**Problem statement**. Exact copy, no pictures: repeat the data that follows.

Collected data entries:
▽
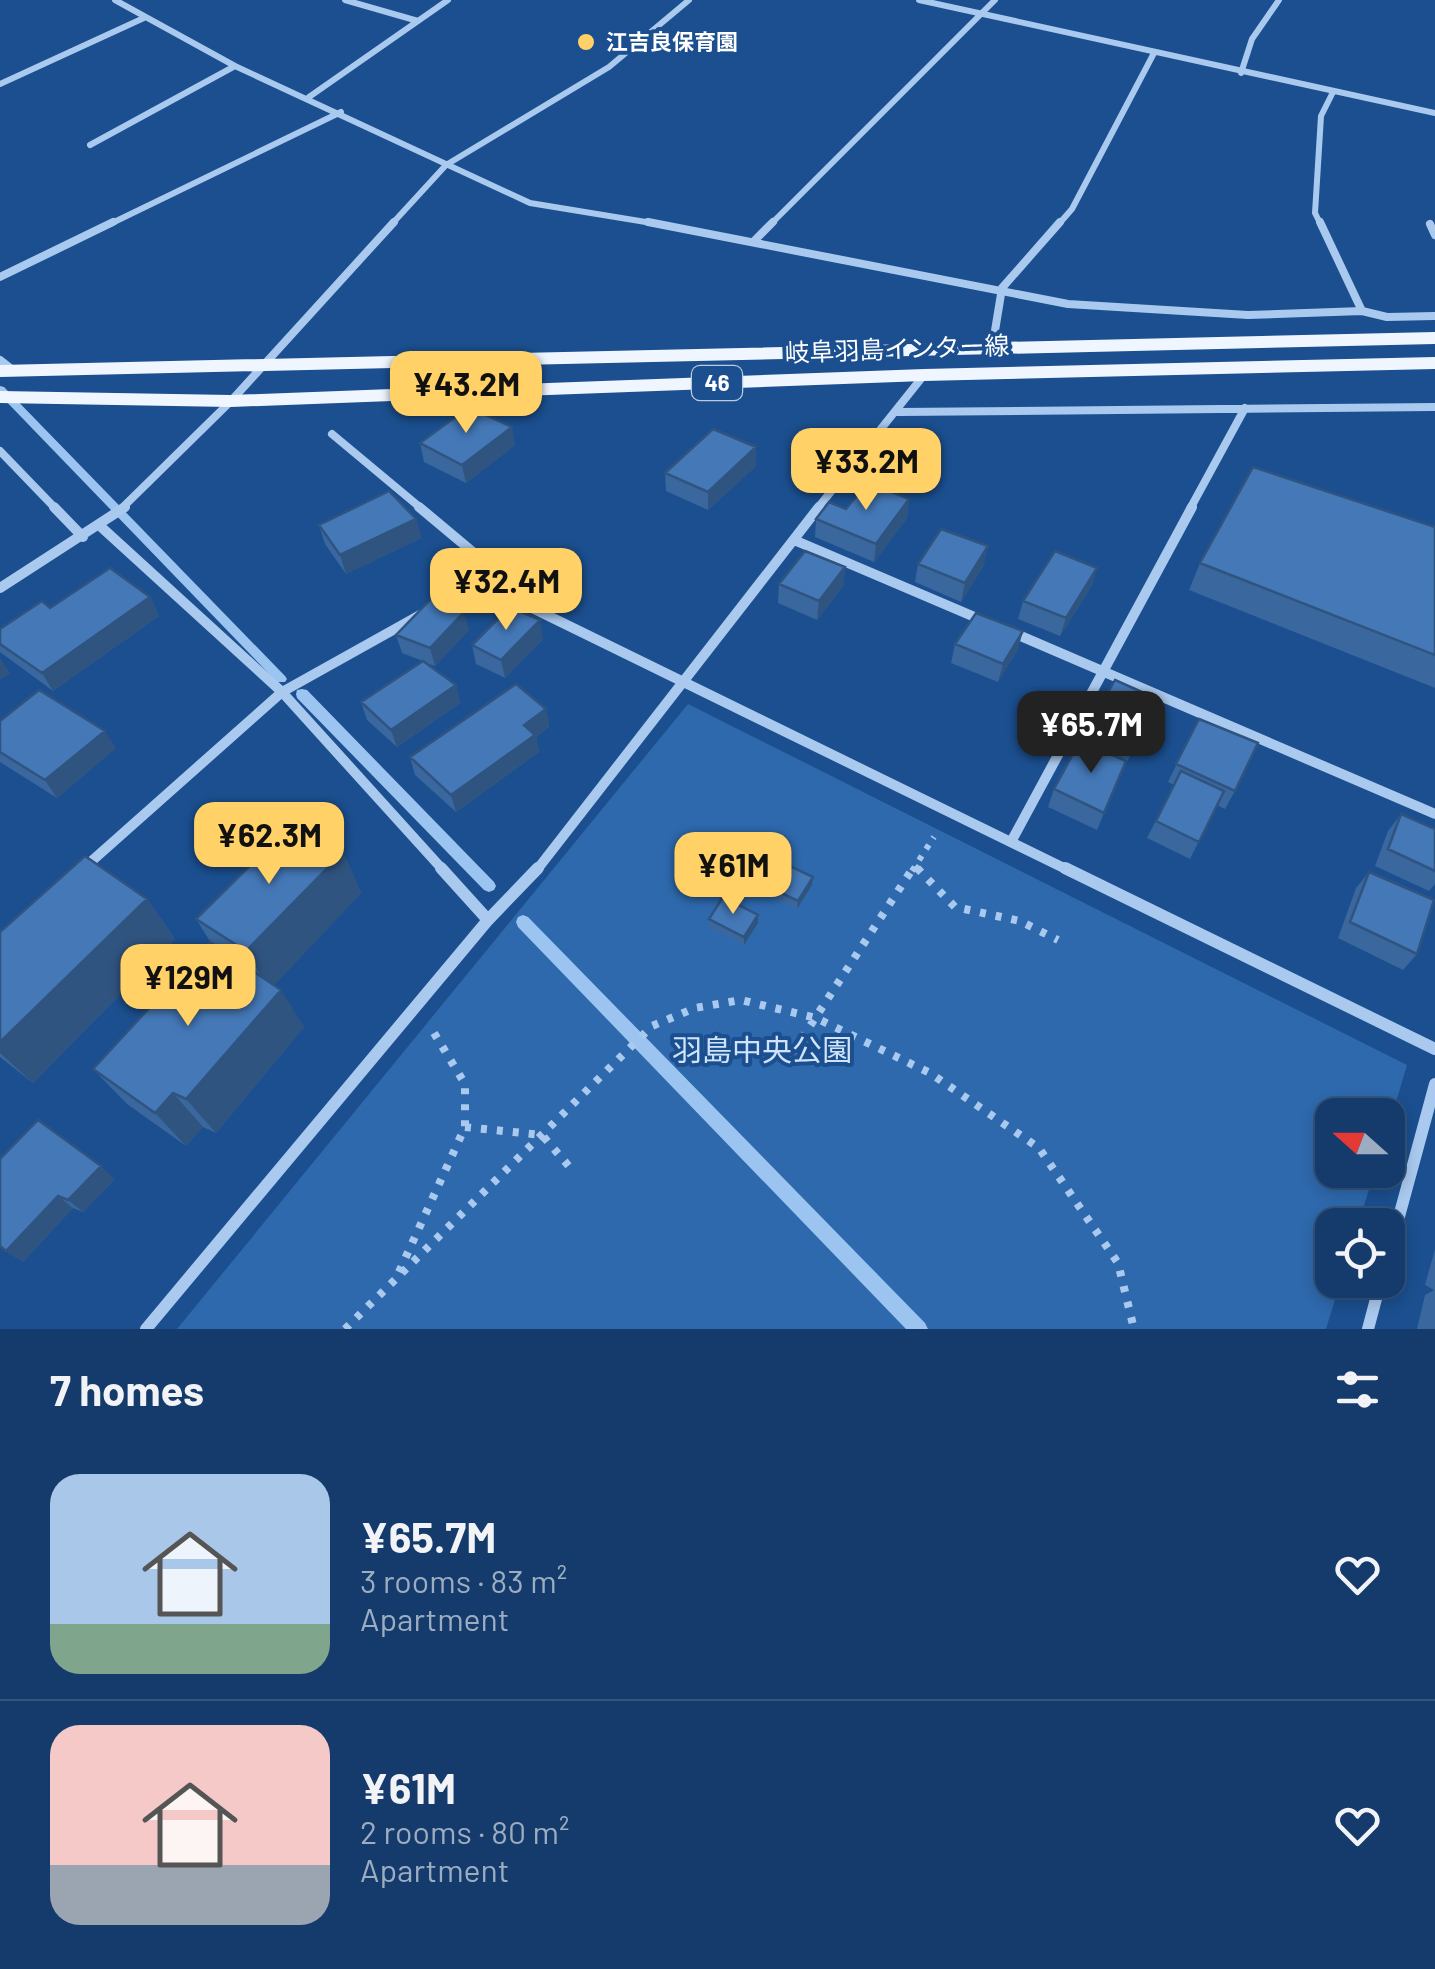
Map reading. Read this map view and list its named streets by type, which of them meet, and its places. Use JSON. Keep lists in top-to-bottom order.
{
  "streets": {
    "main road": ["岐阜羽島インター線", "46"]
  },
  "parks": ["羽島中央公園"],
  "places": ["江吉良保育園"],
  "north": "left",
  "page": {
    "price": [
      "¥43.2M",
      "¥33.2M",
      "¥32.4M",
      "¥65.7M",
      "¥62.3M",
      "¥61M",
      "¥129M"
    ],
    "heading": "7 homes",
    "list": [
      {
        "name": "¥65.7M",
        "note": "3 rooms · 83 m² · Apartment"
      },
      {
        "name": "¥61M",
        "note": "2 rooms · 80 m² · Apartment"
      }
    ]
  }
}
△
**Your solution**.
Map reading. Read this map view and list its named streets by type, which of them meet, and its places. Use JSON. Keep lists in top-to-bottom order.
{
  "streets": {
    "main road": ["岐阜羽島インター線", "46"]
  },
  "parks": ["羽島中央公園"],
  "places": ["江吉良保育園"],
  "north": "left",
  "page": {
    "price": [
      "¥43.2M",
      "¥33.2M",
      "¥32.4M",
      "¥65.7M",
      "¥62.3M",
      "¥61M",
      "¥129M"
    ],
    "heading": "7 homes",
    "list": [
      {
        "name": "¥65.7M",
        "note": "3 rooms · 83 m² · Apartment"
      },
      {
        "name": "¥61M",
        "note": "2 rooms · 80 m² · Apartment"
      }
    ]
  }
}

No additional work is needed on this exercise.